Bug 12949

Summary: "ACPI: EC: missing confirmations, switch off interrupt mode" on startup on 2.6.29 kernel
Product: ACPI Reporter: Corrado Zoccolo (czoccolo)
Component: ECAssignee: Alexey Starikovskiy (astarikovskiy)
Status: CLOSED CODE_FIX    
Severity: normal CC: acpi-bugzilla, astarikovskiy, lenb, maximlevitsky, vjensen
Priority: P1    
Hardware: All   
OS: Linux   
Kernel Version: 2.6.29 Subsystem:
Regression: No Bisected commit-id:
Attachments: dmesg with full debugging
dmesg after disabling acpi_ec_burst_enable
dmesg after disabling acpi_ec_burst_enable, with some sleep, + printing flags
change mode after transaction
dmesg after patch applied
dmesg with patch applied, while charging battery
patch against v2.6.29 that solves the problem
dmesg after my proposed patch
merge irq and poll modes
merge irq and poll modes #2
merge irq and poll modes #3
merge irq and poll modes #4
Fix GPE storm on my machine
Unification of GPE storm handling with normal (merged irq&poll) path.
dmesg after 22251 patch applied
2.6.31 update
patch as applied to acpi-test tree

Description Corrado Zoccolo 2009-03-26 21:46:00 UTC
My netbook (acer aspire one 110) consistently shows during boot the message 
ACPI: EC: missing confirmations, switch off interrupt mode

> [    0.351161] calling  acpi_init+0x0/0x236 @ 1
> [    0.361052] ACPI: EC: Look up EC in DSDT
> [    0.367754] ACPI: BIOS _OSI(Linux) query ignored
> [    0.368984] ACPI: EC: non-query interrupt received, switching to
> interrupt mode
> [    0.860013] ACPI: EC: missing confirmations, switch off interrupt mode.
> [    0.866062] ACPI: Interpreter enabled

I can't say if this is a regression, since this is a new hardware, and I didn't install any previous kernel.

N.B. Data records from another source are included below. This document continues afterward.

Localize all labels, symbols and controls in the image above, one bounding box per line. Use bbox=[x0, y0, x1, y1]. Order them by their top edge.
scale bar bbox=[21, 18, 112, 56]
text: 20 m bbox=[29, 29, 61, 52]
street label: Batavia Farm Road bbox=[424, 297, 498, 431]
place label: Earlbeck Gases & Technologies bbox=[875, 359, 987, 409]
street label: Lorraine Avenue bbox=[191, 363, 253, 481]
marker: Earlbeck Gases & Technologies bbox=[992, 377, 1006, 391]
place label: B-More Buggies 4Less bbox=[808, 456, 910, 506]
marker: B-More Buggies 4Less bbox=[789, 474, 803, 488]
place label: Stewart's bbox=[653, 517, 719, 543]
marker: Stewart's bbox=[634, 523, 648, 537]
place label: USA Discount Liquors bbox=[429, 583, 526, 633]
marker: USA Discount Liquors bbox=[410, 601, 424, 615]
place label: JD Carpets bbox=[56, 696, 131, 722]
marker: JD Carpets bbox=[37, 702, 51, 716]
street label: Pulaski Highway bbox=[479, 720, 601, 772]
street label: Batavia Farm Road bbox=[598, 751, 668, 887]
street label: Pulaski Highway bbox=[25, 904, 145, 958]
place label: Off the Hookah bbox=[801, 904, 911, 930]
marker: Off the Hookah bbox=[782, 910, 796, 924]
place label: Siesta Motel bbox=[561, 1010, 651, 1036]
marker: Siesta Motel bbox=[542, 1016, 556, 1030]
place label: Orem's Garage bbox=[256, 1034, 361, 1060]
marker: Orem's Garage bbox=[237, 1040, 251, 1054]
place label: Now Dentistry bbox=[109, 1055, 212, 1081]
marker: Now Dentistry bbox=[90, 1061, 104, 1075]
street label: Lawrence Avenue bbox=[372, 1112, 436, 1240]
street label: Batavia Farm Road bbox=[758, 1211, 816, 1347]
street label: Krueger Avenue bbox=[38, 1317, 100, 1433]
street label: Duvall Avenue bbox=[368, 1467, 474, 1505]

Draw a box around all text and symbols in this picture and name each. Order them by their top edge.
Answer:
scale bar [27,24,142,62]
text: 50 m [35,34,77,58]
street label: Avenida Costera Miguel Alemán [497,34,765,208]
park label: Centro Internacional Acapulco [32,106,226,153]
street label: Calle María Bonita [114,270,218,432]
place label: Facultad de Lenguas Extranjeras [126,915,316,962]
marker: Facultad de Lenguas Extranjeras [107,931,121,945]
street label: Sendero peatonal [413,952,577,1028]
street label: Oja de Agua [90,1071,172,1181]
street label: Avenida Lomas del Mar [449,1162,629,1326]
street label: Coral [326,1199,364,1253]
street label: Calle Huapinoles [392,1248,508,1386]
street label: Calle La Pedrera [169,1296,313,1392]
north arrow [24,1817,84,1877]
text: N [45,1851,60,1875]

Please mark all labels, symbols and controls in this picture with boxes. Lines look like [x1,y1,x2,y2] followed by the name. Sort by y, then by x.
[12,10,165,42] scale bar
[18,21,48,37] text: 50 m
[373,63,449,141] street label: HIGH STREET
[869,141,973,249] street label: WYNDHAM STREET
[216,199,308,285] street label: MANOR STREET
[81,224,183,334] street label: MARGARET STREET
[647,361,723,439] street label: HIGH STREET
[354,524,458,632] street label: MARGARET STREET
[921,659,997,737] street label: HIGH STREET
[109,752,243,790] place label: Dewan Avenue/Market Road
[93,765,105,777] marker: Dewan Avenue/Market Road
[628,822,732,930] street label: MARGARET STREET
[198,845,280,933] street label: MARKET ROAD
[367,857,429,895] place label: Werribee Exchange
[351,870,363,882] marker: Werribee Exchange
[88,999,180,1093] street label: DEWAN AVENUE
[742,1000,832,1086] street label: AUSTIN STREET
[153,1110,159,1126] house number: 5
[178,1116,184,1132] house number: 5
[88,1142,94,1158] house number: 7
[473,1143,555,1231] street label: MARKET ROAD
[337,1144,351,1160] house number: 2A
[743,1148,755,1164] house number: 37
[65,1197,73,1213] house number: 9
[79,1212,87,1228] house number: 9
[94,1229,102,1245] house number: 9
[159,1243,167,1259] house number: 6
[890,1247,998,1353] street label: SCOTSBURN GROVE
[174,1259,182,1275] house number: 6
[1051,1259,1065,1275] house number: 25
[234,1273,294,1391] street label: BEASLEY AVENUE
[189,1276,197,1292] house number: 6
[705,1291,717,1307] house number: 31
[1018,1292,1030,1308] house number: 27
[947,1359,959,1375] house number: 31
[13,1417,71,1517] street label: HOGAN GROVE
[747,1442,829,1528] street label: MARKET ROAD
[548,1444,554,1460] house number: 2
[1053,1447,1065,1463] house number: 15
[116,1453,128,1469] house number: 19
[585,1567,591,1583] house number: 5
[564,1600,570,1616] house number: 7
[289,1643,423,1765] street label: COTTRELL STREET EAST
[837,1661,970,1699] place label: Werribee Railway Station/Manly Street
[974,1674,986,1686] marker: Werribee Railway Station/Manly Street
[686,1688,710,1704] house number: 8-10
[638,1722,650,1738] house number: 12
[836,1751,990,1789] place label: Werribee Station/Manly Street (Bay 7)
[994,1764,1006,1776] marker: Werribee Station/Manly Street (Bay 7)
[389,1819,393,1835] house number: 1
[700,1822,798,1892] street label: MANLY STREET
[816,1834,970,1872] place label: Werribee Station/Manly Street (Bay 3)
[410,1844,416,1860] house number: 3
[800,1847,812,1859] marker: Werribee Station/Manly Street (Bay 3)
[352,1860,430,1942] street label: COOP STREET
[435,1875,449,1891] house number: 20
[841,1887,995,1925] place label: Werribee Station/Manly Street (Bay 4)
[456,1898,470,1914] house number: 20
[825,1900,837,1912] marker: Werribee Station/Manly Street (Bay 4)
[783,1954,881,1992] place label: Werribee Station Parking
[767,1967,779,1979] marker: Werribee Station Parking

I attached full dmesg obtained after #defining DEBUG in ec.c, and booting kernel with initcall_debug.
Comment 1 Corrado Zoccolo 2009-03-26 21:47:08 UTC
Created attachment 20695 [details]
dmesg with full debugging
Comment 2 Alexey Starikovskiy 2009-03-26 22:31:29 UTC
Thanks for proper dmesg.
Could you please try to disable calls to acpi_ec_burst_enable() in the same ec.c and see if it helps?
Comment 3 Corrado Zoccolo 2009-03-27 07:24:36 UTC
Created attachment 20700 [details]
dmesg after disabling acpi_ec_burst_enable

I changed acpi_ec_burst_enable to printk and inconditionally return 0, but this didn't solve the issue (see below my changes). See attached dmesg.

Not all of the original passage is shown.